I'd love to hear that. But the pols are too clueless to realize that the CPI is intentional garbage.
Mr. Chairman, why is it that middle class America must have two incomes to make ends meet and 70% of people live check to check?
WHERE ARE THE REAL QUESTIONS YOU TALKING FUCKING MONKEYS!?
Ben sure seems to be HOPING for alot of results
I plan on winning the lottery and using the funds helping my family meet or exceed growth expectations. Using current projections we believe we have a better chance of winning the lottery than being eaten by a mountain lion while jogging in N.Y.C after being struck by lightening,so we believe there is a chance of winning.The cost of not winning could be catastrophic and would cause massive financial ruin for generations to come. So,yes,things are looking positive.
This is no hyperbole on my part:
A psychiatrist should do a case study on Bernanke to demonstrate the attributes of pathological lying & sociopathology.
Can't we get a SINGLE representative who knows how to trap what should be an easily trapped rat? These officials are USELESS.
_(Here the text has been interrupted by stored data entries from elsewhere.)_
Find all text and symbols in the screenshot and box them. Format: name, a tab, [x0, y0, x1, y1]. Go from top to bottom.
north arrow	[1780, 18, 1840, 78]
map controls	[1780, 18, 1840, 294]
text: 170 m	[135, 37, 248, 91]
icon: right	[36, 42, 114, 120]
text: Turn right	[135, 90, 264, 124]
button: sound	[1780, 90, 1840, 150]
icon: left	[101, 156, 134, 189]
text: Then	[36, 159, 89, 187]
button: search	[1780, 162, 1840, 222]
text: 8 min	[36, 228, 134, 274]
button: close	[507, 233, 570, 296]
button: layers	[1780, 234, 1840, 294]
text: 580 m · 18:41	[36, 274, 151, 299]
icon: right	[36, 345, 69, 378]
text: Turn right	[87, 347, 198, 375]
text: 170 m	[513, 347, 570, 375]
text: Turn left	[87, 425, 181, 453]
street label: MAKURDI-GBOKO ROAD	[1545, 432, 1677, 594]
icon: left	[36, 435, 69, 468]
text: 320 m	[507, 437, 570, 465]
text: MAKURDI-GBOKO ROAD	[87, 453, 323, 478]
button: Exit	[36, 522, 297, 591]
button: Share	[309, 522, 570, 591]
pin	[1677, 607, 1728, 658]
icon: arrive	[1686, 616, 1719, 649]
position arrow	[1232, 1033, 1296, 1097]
i know, this is insane. not a one of these people.....
anyone of us could take him apart in a heartbeat////
how about a simple question -- hey bennie boy....gas prices.....no inflation? What happens when gas goes to 3.5, and the half of the nation making 26K or less CANT GO TO WORK CAUSE THEY CANT AFFORD THE GAS?????????????????????????????????????????????
is that a difficult question to formulate?
apparently so for our legislators.
How the f*** the Bernank can go on 60 minutes and say stone cold that he can contain inflation with the flip of a switch without even a smirk let alone a groucho marx wink is truly impressive!
Chairman Rudolph Shalom Von Bernankestein, Dam that jus has a ring to it don't it.. Did he play bad santa in some movie or jus in real life ....love the Sarcasm Mr. Durden ...:)
Ben,what were these models saying in 07 when you said there was no housing bubble?
Personally i just call him Wacky Bernacky , but that is being rather to nice to him isn't it..?
It seems to me that most of the Congressional "bobble heads" spend more time pontificating about theor opinions and positions than they do grilling "the expert"
It's kabuki so that the Ignorati back home won't think that they wasted their vote.
oh yeah, bennie, tell the Chinese to raise their currency.....take the price of everything in walmart 20%....that will take out a lot of the peasants...
quick way to lower the unemployment rate
BAHAHA...so sad its funny
Ber-Nan-Key
Key...like Keynesian
Nan...Keynes had a nanny
Ber...like Beer,
Hey, Keynes Nanny liked Beer!!!!!
________________________________
Ben: "It's not monetization, because it's not permanent."
Ohhhhhhh.....
M.A.D....rates would be MUCH higher if no QE. More job losses/saved if no QE.
He's got the coolest job.
__________________________________
Mr. Bernanke: What's the answer to life, the universe and everything?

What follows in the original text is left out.